Los Angeles police announced they were investigating an officer's complaint that a photo of Floyd was being passed around with the words “You take my breath away” in a Valentine's Day message in February. “Our investigation is to determine the accuracy of the allegations while also reinforcing our zero tolerance for anything with racist views,” Chief Michel Moore told the Los Angeles Times at the time.
Police investigations are all well and good—necessary responses to such behavior, even—but the mere fact that officers are inclined to joke about a person’s murder when that person happens to be Black points to a much larger problem, a problem that a singular termination cannot solve. That problem is cop culture.
Floyd was murdered on May 25, 2020 outside of the Cup Foods convenience store when former Minneapolis police officer Derek Chauvin kneeled on the Black father’s neck for more than nine minutes. In a rare and shocking verdict, Chauvin was actually convicted of the offenses he was accused of: second-degree murder, third-degree murder, and second-degree manslaughter. He also faces federal charges of violating Floyd’s civil rights, and he recently pleaded not guilty to federal charges that he violated a teen's civil rights. Chauvin "held his knee on the neck and the upper back of the teenager even after the teenager was lying prone, handcuffed, and unresisting, also resulting in bodily injury," CNN reported of the former cop's indictment.
This is the police culture that permeates this country. It’s not just a Lee County problem or a Minneapolis problem. It’s a systemic problem, evidence of a broken system in which cops protect cops. And more often than not, courts protect cops too.
Case in point: The Minnesota Supreme Court overturned the third-degree murder conviction against former Minneapolis police officer Mohamed Noor on Wednesday, determining the charge wasn't applicable in his case, NPR reported.
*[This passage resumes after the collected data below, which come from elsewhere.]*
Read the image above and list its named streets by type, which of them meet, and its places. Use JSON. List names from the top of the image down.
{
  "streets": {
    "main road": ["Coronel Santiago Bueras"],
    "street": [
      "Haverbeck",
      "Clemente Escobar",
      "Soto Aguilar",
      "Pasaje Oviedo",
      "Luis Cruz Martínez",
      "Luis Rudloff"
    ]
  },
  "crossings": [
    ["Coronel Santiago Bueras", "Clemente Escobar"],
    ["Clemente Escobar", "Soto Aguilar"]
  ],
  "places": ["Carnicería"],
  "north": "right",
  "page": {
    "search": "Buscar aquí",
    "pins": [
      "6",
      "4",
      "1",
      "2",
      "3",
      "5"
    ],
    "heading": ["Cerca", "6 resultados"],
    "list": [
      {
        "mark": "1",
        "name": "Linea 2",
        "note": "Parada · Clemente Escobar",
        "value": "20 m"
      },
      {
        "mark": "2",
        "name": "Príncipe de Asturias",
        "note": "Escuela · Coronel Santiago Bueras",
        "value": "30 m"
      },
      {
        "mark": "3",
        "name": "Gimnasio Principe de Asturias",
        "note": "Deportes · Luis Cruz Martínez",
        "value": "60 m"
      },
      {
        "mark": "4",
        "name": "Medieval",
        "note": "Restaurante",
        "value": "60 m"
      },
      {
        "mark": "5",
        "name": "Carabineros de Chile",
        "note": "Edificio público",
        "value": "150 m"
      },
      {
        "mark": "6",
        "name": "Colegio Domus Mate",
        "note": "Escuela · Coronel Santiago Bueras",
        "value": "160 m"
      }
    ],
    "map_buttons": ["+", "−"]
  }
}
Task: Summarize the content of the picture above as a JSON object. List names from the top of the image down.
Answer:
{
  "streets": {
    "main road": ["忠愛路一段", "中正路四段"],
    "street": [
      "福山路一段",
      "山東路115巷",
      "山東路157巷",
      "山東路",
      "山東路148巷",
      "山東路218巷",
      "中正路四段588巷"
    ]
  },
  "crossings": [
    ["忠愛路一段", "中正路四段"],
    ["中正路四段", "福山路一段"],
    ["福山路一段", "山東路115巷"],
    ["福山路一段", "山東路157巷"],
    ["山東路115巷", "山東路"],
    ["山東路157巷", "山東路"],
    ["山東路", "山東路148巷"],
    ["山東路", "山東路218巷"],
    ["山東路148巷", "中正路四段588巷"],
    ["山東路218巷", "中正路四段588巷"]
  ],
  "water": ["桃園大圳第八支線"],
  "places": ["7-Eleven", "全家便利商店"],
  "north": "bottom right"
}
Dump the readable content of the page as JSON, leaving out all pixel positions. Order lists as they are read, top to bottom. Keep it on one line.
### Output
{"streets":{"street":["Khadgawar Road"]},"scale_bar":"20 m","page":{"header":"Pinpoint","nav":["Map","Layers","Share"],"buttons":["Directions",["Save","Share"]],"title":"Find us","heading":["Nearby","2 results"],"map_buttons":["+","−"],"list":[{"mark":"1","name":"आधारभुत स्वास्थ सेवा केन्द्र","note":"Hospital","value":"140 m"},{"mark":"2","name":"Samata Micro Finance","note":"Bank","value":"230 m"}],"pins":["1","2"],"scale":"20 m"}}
Noor was convicted of third-degree murder and second-degree manslaughter after shooting and killing a woman who called 911 to report a potential sexual assault behind her home. Noor testified during his trial in 2019 that while he was a passenger in his partner's car he heard a “loud bang on his squad car” that scared Noor so much he reached across his partner to fire through the driver's side window.
Because Noor was only sentenced on the murder count, his case will return to district court for sentencing on the manslaughter count, which could end in his supervised release around the year’s end, the AP reported. “The court ruled that third-degree murder cannot apply when a suspect's actions are directed at a specific person, likely having a domino effect on several pending police prosecutions,” Minneapolis Star Tribune writers Chao Xiong and Rochelle Olson wrote. Third-degree murder requires a lower burden of proof than second-degree murder and is usually applicable when the accused acts in a way that endangers multiple people’s lives and kills one of those people, MSNBC’s Joy Reid explained during an interview with civil rights attorney Ben Crump.
While the Noor decision might not have much of an effect in Chauvin’s case because he was sentenced on the second-degree murder charge, it could have a “broader impact“ on the pending cases against former officers Thomas Lane, J. Alexander Kueng, and Tou Thao. They face state and federal charges of violating Floyd's civil rights when Lane and Kueng held Floyd down and Thao blocked bystanders from providing aid to the dying man.
Genevieve Hansen, an off-duty firefighter who lived in the area of Cup Foods and witnessed the murder, testified during Chauvin’s trial that Thao didn’t allow her to assist even though she informed him that she was a firefighter. His response, Hansen said, was: “’If you really are a Minnesota firefighter you would know better than to get involved.’”
Lane, Kueng, and Thao are charged with aiding and abetting second-degree murder and manslaughter, the Star Tribune reported. State prosecutors have said they wanted to add third-degree murder charges in the cases, but that’s now unlikely, lawyers told the newspaper.